**What the exercise asks**.
Look through the entries below and count the lines with the word "from" in them; give only the number.

**Data shown**.
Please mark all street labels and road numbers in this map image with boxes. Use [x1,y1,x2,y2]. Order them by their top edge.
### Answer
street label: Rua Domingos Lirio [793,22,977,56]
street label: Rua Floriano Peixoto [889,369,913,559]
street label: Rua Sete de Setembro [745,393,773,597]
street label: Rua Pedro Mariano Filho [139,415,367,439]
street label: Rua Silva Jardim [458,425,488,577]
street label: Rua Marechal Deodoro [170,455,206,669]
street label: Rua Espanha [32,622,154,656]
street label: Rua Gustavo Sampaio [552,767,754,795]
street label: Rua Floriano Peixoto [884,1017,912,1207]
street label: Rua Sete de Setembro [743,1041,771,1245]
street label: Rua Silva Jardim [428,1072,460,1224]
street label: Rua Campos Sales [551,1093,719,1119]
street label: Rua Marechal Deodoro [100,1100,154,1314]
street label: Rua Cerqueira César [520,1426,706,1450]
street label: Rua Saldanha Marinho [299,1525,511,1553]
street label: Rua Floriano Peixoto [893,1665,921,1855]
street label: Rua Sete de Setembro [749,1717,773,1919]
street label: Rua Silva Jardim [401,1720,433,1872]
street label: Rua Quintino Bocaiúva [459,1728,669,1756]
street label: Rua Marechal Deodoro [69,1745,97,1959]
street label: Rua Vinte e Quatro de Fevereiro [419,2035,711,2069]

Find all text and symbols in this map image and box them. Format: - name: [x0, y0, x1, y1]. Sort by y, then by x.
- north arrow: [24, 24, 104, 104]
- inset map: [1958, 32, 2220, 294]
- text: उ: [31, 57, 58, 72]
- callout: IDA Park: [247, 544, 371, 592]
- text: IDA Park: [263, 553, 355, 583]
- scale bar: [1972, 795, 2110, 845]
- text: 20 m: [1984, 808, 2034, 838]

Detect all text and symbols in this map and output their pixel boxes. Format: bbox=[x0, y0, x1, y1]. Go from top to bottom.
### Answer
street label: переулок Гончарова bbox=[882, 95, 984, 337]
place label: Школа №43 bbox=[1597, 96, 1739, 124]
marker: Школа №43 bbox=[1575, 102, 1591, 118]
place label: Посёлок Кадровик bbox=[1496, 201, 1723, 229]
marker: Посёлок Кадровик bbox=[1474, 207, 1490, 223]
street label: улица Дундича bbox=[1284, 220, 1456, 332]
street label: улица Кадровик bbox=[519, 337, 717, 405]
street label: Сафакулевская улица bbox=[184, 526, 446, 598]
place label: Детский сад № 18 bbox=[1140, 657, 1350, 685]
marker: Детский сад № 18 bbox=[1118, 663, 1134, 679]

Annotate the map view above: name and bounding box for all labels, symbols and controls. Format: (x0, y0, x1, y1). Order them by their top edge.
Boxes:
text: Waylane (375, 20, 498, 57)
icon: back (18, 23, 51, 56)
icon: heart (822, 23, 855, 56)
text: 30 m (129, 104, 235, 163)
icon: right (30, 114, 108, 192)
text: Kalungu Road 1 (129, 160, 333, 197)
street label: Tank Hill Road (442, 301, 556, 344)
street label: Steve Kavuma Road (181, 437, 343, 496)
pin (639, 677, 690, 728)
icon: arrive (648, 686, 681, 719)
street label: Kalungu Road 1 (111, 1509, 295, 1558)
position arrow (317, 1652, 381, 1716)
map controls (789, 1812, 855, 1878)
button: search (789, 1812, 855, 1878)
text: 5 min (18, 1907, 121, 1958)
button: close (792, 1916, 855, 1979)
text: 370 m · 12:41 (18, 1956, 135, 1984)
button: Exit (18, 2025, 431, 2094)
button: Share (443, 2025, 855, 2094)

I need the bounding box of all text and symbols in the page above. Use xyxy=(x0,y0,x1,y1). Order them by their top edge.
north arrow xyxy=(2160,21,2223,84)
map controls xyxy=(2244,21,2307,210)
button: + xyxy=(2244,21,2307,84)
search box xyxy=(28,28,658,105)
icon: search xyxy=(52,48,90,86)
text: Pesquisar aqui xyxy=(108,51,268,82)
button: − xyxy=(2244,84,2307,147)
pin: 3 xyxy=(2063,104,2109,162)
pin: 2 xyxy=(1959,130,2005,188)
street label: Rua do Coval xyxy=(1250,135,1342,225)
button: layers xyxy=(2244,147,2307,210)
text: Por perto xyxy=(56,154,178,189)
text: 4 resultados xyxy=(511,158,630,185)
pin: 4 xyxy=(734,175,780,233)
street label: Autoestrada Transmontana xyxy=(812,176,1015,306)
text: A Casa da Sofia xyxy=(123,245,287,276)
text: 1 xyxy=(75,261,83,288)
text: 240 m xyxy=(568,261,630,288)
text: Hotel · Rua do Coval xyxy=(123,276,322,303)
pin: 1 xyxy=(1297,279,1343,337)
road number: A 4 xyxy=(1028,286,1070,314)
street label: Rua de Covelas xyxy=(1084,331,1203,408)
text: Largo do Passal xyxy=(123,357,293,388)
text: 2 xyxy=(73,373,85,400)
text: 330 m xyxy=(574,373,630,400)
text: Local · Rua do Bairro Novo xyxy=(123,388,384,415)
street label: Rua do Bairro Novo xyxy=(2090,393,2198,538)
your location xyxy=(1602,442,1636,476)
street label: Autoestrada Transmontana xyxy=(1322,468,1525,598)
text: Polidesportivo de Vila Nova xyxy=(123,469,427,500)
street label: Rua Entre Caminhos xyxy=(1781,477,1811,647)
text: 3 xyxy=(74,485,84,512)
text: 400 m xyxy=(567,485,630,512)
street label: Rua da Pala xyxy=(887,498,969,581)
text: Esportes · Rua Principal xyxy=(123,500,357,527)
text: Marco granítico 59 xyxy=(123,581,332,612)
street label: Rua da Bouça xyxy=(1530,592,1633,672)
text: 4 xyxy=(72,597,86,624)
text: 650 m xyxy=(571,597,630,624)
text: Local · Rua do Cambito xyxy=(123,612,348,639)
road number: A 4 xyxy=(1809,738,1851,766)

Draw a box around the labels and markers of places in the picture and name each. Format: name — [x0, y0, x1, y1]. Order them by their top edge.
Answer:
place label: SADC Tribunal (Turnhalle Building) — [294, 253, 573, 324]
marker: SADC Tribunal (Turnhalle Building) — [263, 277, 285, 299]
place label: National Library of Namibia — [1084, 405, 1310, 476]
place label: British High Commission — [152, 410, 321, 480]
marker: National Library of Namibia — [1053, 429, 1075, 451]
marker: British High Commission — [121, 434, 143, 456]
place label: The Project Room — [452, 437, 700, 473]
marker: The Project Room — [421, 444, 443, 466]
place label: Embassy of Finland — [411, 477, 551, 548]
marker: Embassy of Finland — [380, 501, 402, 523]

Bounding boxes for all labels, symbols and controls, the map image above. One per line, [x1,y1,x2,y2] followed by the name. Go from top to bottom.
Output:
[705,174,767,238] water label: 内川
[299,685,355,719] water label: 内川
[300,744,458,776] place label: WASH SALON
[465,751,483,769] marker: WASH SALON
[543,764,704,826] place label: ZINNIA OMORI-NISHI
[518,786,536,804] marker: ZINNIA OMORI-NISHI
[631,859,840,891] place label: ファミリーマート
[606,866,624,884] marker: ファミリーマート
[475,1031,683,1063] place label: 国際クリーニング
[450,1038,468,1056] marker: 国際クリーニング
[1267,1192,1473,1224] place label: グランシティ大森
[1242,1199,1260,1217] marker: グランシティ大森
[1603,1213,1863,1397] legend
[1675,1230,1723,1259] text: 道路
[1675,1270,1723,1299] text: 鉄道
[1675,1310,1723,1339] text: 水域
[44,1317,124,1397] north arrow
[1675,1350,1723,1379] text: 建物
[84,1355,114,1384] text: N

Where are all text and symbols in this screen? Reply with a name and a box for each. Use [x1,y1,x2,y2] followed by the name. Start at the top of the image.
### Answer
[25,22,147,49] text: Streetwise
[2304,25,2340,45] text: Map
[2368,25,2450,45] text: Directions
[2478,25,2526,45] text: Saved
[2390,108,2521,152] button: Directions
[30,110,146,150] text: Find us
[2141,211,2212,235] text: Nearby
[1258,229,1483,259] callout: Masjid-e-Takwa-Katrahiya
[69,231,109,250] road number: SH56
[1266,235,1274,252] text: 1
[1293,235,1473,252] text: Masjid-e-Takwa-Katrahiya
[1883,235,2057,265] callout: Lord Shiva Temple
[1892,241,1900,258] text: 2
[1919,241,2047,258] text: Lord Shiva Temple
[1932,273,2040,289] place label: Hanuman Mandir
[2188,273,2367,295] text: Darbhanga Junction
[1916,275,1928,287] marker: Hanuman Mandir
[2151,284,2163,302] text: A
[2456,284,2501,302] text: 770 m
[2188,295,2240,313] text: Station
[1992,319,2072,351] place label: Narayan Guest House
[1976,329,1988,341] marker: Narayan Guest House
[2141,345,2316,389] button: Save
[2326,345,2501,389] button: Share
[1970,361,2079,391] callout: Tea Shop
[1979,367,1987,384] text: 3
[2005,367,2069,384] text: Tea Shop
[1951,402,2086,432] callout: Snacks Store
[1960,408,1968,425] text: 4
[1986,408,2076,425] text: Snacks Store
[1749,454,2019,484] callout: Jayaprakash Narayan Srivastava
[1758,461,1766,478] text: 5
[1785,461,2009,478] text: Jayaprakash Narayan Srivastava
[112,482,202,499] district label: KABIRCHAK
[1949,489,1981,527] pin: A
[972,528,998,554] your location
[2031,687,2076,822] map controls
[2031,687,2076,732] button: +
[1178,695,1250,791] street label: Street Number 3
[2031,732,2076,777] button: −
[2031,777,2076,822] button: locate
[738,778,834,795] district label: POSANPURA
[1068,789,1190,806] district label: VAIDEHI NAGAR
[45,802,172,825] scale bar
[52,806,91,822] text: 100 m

**Exercise solution**.
2